Llegan ya a Jericó. Por la puerta de las murallas irrumpe la gente elevando voces de hosanna, y a Jesús le es difícil proseguir para cruzar la ciudad e ir donde Nique, que está fuera de Jericó, en el extremo opuesto. Súplicas para que hable. Niños aupados, que casi forman un seto vivo infranqueable (se cuenta con el amor de Jesús a los pequeños). Gritos de: « ¡Puedes hablar! ¡Ése ya ha huido a Jerusalén!» gestos que, junto con estas palabras, señalan hacia el palacio, espléndido y cerrado, de Herodes.
Manahén confirma:
-Es verdad. Se ha marchado durante la noche, silenciosamente. Tiene miedo.

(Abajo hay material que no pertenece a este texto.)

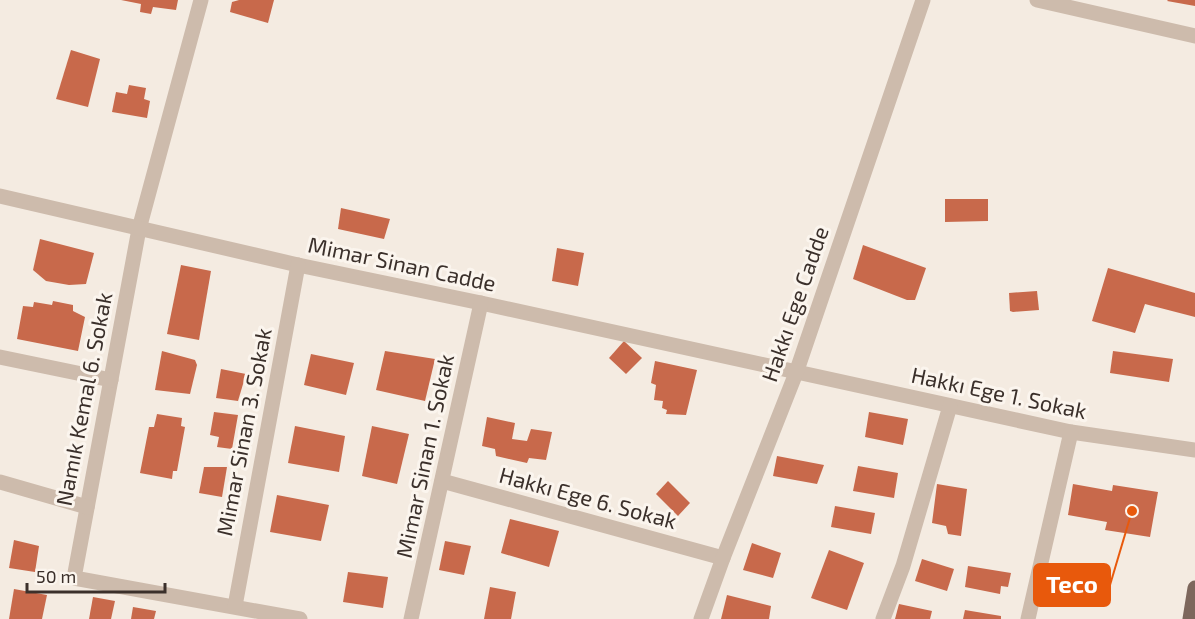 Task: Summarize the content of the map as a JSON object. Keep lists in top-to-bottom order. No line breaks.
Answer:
{"streets":{"street":["Mimar Sinan Cadde","Hakkı Ege Cadde","Hakkı Ege 1. Sokak","Namık Kemal 6. Sokak","Mimar Sinan 3. Sokak","Mimar Sinan 1. Sokak","Hakkı Ege 6. Sokak"]},"crossings":[["Mimar Sinan Cadde","Hakkı Ege Cadde"],["Mimar Sinan Cadde","Hakkı Ege 1. Sokak"],["Mimar Sinan Cadde","Namık Kemal 6. Sokak"],["Mimar Sinan Cadde","Mimar Sinan 3. Sokak"],["Mimar Sinan Cadde","Mimar Sinan 1. Sokak"],["Hakkı Ege Cadde","Hakkı Ege 1. Sokak"],["Hakkı Ege Cadde","Hakkı Ege 6. Sokak"],["Namık Kemal 6. Sokak","Mimar Sinan 3. Sokak"],["Mimar Sinan 1. Sokak","Hakkı Ege 6. Sokak"]],"places":["Teco"],"scale_bar":"50 m"}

Pero nada detiene a Jesús, que camina diciendo:
-¡Paz! Paz! El que tenga alguna pena o algún dolor que vaya a casa de Nique. El que quiera oírme que vaya a Jerusalén. Aquí soy el Peregrino, como todos vosotros. En la casa del Padre hablaré. ¡Paz! ¡Paz y bendición! ¡Paz!
Es ya un pequeño triunfo, un preludio de la entrada en Jerusalén, ya tan cercana.
Me sorprende la ausencia de Zaqueo. Pero luego lo veo, erguido en la linde de la propiedad de Nique, rodeado de sus amigos y con los pastores y las discípulas. Todos acuden presurosos al encuentro de Jesús, y le abren paso disponiéndose en dos filas, y se postran, mientras Él, bendiciendo, se adentra en el huerto en dirección a la casa que, hospitalaria, lo recibe.